Status Page Best Practices

A status page is the customer-facing record of service availability. Done well, it builds trust during incidents — customers see the company is on it, communicating clearly, and recovering quickly. Done poorly, it's a tool for cover-up that erodes trust faster than the incident itself.

This page covers what makes status pages actually work.

What a status page shows

Component status

Each major service or feature has a status:

Operational: working normally
Degraded: some users affected; functionality reduced
Partial outage: significant impact; many users affected
Major outage: service unavailable

The granularity matters. "API is down" is more useful than "everything is down" or "subsystem 47b is down."

Active incidents

Current issues with timeline of updates. Most recent on top.

Past incidents

History of resolved issues. Useful for customers evaluating reliability.

Scheduled maintenance

Planned downtime announced in advance.

Subscriptions

Customers can subscribe to email/SMS/RSS updates.

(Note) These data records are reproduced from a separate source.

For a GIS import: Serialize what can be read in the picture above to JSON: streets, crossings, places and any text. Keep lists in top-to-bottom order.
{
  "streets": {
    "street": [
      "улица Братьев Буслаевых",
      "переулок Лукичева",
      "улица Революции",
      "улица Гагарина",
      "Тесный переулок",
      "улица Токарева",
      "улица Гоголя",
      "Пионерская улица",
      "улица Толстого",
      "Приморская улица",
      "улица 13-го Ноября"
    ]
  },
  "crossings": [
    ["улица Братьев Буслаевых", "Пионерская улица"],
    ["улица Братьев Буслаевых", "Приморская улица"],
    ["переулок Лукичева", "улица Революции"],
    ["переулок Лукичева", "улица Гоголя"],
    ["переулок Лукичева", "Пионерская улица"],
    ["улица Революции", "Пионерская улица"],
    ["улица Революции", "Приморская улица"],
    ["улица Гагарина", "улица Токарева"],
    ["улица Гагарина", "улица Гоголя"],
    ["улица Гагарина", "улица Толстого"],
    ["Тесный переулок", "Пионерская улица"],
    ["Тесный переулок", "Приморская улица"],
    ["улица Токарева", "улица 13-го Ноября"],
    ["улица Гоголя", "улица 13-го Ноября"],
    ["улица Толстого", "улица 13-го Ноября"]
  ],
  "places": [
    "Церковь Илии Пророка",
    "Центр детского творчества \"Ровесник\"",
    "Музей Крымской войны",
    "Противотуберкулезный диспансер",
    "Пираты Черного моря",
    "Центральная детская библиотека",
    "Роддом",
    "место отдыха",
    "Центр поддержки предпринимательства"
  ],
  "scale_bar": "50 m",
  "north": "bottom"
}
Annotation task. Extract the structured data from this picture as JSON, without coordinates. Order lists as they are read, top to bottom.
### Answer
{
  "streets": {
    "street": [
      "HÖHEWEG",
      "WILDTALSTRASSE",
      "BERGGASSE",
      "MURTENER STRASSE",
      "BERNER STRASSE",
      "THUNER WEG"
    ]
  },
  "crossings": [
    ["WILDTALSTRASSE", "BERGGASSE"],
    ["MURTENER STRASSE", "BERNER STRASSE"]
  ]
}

What good status pages look like

Truthful

The status reflects reality. If the API is down, the page says so within minutes.

The temptation: keep it green to avoid bad metrics. Customers notice; trust erodes.

Timely

Updates posted within minutes of incident start. Customers shouldn't have to call support to find out something's wrong — they should already know from the status page.

Specific

"We are investigating elevated error rates on the orders API. ~30% of requests affected. ETA unknown; updating in 15 minutes."

Better than: "We are investigating an issue."

Honest about uncertainty

"We don't yet know the cause" is OK. "We are confident the issue is resolved" with a cause stated is fine. Hedging when it isn't appropriate erodes trust.

What bad status pages look like

Marketing-driven

"We are committed to providing world-class service while we investigate this temporary connectivity blip."

Customer translation: "Something is broken; they're using marketing words."

Vague

"We are experiencing intermittent issues with some services."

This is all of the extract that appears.